Amazon's closing their direct China operation after 20 years of effort to achieve about 1% of the market is a great recent example, although Jeff B clearly hangs on to things a lot longer than most mortals. Could it be the unending pot of money, rather than logic that enables such perseverance?

3. Combination
Take a careful look around and see who else is in your space or adjacent to it. Who else is doing things right? Calculate what the prospects of some kind of combination may be, especially if your market itself continues to be more cluttered and competitive. Pull off the right kind of combo and you can bring a single story to the market in a cleaner, more efficient and less costly way. This is exactly the kind of story that investors want to hear.

It's not easy in any market to attract the technical talent, the motivated salespeople, and the operations folks that you need to grow quickly. A well-planned and thoughtfully executed combination can demonstrably accelerate the process. You need to be careful to make sure that the companies' visions are aligned and that the problems they're addressing are similar and that the cultures of the businesses (and the leaders in particular) aren't in conflict. We've started to see more and more of these combos lately Cheddar being bought by Altice USA and Quartz's purchase by Uzabase are just a couple of deals where the metrics look okay, but the jury on the success of the marriage is still out.

These things aren't made or broken in the board room when the papers are signed; they rise or fail in the implementation and the execution. But in today's world, it's often a lot better and smarter than trying to go it alone.

4. Conversion
Sell some of your stuff to someone else. You may be great at lead generation and lousy at closing the sale once those prospects show up at your door. Or you may be a great sales organization that sucks at fulfillment and customer service. 

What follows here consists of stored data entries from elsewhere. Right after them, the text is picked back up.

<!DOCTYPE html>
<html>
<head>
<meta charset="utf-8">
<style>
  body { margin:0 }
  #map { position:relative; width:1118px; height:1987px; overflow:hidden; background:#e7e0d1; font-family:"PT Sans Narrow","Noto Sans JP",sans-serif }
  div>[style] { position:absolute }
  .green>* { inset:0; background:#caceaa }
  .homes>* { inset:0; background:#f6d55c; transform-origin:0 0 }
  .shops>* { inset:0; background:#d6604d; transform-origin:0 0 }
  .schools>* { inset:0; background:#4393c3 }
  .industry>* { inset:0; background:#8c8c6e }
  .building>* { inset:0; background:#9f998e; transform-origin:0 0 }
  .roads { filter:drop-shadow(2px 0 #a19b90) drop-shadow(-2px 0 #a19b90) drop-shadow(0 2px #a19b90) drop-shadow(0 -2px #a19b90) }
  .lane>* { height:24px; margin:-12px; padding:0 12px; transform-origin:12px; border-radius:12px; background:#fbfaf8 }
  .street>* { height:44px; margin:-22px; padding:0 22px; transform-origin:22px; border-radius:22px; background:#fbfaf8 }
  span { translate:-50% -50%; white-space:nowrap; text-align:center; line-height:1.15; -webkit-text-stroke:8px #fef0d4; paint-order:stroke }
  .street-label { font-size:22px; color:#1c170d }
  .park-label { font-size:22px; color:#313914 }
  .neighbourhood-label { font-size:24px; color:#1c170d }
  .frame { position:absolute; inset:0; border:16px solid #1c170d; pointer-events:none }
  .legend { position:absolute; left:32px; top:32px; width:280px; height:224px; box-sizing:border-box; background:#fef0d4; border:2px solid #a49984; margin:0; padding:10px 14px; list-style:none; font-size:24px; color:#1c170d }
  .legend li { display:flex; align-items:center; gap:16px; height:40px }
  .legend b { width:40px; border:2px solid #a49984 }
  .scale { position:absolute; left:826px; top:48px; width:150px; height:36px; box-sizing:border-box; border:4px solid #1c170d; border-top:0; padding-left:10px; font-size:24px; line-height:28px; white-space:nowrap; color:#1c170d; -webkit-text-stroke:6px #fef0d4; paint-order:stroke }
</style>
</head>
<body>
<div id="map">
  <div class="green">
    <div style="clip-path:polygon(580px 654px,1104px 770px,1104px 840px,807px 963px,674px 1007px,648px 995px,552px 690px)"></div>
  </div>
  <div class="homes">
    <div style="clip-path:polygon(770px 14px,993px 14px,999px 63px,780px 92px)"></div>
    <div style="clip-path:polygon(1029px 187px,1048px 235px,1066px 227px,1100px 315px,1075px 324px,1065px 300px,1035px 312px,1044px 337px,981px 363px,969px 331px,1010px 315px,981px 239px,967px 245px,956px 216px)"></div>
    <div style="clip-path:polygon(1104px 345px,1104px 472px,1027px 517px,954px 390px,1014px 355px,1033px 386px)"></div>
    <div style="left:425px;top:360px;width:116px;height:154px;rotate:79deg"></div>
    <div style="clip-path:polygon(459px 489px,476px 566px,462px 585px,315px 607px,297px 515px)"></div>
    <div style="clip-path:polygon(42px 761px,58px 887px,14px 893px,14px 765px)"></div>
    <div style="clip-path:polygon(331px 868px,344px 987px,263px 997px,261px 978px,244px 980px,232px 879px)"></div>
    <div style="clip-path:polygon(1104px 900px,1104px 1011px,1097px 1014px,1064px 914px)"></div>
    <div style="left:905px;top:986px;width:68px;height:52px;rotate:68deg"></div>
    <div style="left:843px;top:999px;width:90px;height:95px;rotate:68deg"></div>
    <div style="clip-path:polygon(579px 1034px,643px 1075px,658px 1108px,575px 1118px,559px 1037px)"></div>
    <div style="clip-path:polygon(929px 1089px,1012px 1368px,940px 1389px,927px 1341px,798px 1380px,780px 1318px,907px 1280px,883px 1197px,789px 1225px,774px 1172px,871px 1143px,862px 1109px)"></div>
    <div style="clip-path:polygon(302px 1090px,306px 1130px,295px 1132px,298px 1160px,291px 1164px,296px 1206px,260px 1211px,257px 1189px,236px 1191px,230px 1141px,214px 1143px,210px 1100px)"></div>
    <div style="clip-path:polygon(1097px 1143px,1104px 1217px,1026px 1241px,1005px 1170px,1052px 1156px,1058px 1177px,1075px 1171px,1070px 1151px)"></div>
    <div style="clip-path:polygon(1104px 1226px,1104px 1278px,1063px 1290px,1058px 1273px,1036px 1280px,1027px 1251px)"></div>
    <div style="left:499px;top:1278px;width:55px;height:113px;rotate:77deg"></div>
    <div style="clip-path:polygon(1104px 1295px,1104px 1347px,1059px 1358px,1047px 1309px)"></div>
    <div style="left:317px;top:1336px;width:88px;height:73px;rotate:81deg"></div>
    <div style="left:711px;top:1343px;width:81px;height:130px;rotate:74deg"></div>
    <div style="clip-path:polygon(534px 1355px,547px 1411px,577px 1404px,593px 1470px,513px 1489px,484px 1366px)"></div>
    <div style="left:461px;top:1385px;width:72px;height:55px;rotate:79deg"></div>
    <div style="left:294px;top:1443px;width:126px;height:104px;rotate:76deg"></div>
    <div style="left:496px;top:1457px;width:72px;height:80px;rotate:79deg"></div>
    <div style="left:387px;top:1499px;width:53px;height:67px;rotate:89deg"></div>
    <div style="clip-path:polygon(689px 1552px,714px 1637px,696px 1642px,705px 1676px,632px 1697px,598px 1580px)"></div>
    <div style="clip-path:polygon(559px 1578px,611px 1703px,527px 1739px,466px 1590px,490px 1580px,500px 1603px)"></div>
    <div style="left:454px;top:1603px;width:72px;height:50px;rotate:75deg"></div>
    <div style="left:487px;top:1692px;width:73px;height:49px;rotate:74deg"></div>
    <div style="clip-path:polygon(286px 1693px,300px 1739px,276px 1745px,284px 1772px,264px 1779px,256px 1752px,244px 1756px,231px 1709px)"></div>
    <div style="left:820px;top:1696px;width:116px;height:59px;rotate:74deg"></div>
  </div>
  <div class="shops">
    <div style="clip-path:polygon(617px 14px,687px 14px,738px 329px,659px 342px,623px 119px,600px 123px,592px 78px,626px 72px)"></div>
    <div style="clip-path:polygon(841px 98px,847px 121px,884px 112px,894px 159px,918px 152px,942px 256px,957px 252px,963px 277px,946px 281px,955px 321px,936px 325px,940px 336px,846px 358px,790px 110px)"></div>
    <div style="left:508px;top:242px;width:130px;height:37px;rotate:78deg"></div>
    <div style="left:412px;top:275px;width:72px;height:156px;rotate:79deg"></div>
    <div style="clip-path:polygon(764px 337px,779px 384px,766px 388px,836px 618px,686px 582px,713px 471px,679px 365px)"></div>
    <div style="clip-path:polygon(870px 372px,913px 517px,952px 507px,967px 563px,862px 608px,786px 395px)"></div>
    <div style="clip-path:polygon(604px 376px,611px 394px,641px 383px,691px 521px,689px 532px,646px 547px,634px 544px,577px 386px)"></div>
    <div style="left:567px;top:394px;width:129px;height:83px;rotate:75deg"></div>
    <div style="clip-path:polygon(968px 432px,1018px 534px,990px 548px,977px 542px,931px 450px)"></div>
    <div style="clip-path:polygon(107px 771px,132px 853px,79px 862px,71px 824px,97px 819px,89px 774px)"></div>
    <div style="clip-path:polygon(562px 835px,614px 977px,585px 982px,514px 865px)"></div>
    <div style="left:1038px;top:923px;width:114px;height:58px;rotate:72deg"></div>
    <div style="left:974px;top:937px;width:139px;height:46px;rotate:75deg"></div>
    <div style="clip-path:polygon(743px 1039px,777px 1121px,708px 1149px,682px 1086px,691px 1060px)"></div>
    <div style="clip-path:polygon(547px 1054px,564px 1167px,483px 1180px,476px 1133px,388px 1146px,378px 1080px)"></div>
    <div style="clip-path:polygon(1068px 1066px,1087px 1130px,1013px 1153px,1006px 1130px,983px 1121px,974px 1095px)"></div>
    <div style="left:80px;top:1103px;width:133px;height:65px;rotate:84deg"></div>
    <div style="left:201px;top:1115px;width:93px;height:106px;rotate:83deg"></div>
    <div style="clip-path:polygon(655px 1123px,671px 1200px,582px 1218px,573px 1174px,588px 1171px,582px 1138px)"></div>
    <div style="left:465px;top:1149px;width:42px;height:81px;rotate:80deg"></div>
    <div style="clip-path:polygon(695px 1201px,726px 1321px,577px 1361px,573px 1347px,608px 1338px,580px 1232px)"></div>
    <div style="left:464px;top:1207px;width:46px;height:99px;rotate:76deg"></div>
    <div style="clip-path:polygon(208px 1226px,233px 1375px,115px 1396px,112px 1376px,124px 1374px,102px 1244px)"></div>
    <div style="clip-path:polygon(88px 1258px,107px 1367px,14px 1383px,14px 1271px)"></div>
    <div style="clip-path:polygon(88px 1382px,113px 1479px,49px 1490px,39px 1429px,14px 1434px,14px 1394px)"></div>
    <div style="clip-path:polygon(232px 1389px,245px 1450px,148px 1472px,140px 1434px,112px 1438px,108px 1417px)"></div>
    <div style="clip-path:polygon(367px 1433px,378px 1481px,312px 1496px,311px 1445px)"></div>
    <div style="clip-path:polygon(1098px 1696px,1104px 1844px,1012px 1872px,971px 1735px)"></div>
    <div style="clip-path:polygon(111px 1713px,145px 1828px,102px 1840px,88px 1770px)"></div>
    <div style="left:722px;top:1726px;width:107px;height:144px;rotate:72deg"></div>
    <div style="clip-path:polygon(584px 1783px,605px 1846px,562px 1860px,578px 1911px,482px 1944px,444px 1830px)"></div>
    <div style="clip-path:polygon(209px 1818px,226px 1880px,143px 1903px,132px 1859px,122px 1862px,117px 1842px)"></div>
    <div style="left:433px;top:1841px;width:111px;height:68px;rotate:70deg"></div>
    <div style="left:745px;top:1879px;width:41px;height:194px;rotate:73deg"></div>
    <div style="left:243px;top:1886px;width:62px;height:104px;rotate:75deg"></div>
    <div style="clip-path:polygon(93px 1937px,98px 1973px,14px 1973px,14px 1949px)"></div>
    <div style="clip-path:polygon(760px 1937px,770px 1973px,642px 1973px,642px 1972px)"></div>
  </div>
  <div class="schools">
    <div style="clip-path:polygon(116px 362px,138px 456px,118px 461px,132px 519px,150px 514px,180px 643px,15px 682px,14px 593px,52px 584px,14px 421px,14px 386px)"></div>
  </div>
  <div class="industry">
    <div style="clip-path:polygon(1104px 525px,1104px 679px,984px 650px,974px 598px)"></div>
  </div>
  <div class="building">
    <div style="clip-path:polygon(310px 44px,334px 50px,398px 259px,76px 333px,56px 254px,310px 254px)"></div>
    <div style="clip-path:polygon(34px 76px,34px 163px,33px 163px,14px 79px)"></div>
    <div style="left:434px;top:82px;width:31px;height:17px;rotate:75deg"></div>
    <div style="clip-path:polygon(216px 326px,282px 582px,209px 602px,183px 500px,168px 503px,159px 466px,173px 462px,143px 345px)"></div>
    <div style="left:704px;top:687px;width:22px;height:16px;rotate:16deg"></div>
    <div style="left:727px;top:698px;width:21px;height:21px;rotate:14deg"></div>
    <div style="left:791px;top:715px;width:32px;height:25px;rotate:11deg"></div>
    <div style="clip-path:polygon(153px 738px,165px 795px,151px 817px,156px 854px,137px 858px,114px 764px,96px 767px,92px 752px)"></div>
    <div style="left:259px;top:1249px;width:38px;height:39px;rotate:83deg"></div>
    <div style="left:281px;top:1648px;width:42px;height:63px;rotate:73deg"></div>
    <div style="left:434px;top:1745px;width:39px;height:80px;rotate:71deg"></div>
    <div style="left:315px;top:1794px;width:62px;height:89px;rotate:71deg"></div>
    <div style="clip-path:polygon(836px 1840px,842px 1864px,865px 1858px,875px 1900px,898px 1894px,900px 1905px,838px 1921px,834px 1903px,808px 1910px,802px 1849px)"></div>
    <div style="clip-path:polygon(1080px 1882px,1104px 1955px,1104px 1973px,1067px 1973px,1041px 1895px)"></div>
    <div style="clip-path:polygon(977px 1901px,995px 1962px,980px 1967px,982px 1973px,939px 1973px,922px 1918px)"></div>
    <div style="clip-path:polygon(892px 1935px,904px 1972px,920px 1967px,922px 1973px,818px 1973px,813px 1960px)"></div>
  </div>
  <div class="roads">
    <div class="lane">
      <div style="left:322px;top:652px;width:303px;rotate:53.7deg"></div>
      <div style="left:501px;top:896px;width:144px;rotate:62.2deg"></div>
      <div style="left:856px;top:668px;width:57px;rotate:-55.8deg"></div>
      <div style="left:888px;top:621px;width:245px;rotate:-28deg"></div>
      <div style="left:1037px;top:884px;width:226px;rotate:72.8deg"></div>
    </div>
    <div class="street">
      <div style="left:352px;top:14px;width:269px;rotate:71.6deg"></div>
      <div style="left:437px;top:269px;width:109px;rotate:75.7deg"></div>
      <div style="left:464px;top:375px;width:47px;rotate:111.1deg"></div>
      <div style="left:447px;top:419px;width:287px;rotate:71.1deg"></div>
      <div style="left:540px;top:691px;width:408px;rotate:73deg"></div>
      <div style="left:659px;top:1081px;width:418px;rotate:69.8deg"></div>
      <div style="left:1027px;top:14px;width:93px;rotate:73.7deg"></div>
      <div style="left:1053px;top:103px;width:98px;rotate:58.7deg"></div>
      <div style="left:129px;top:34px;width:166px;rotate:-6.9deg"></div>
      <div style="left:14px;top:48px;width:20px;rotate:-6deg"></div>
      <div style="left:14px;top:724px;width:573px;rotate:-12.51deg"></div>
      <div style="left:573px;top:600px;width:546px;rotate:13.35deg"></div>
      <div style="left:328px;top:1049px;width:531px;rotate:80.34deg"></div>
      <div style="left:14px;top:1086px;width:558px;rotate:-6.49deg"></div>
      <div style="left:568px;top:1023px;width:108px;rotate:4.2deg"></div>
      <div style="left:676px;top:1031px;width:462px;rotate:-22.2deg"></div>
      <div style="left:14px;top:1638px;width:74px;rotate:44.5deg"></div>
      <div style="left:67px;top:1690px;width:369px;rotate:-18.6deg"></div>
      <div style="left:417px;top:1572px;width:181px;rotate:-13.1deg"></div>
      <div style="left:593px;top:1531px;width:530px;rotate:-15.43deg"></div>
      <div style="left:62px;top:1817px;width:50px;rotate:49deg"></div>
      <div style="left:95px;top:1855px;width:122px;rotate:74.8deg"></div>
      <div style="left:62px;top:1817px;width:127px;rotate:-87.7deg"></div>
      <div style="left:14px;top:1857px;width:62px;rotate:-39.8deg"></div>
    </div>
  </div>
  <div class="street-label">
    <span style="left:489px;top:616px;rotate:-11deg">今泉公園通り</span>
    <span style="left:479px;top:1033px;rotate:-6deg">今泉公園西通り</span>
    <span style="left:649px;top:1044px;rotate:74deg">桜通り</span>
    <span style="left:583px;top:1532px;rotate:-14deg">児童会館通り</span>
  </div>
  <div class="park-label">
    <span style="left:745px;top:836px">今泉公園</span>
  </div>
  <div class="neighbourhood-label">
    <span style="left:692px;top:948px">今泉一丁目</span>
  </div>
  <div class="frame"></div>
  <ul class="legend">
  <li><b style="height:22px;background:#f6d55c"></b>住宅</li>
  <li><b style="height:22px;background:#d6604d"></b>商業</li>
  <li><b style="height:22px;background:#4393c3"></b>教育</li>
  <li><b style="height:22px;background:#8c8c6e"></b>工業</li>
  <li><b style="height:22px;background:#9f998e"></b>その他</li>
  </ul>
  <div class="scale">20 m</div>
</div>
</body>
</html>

When you look at your skill sets and your customers, users, clients, etc. through a different lens --looking at them as potential assets to be converted or sold to some other enterprise-- it helps you see more clearly exactly what kind of business you're building. It may make the most sense to look at your company as a conduit or an intermediary and not as a one-stop shop trying to meet all the needs of the marketplace. You've got to play to your strengths and build on those if you're planning to stick around. Not every business gets to be the front door these days.

Twitter's acquisition of Highly is a good case in point of a fold-in purchase.   It made a quick buy rather than spend time building an attractive add-on piece of tech--the ability to highlight content and then share it. And you can bet that the Highly guys were constantly looking over their shoulders wondering if they were gonna see some cash from one of the giants or simply get crushed by them. The smartest players always think about managing their capital intake so they can be building their businesses to be bought when the time is right. 

5. Concessions
Maybe your pricing made sense in some early fever dream where you were the best and only player in the space. But now there are fast followers and clones everywhere and their offerings (at least on the surface) look a lot like yours. Once your customers start talking about price, you're on a very slippery slope.

Netflix went the opposite direction with very disappointing results. Instead of stealing a page from Amazon and lowering prices to make the inbound competitors even more miserable, they raised them and, for the first time, saw a decrease in users in the U.S. The market promptly punished the company for shedding customers. You never want to take your customers for granted or believe that they can't leave. You need to earn them every day.

Here's the bottom line. In the long run, you can't save your way to success and it's no fun to fire your friends or postpone your pet projects. But if you don't survive during the difficult times, you and your business won't be around to savor any success down the road. Do what needs to be done and do it now.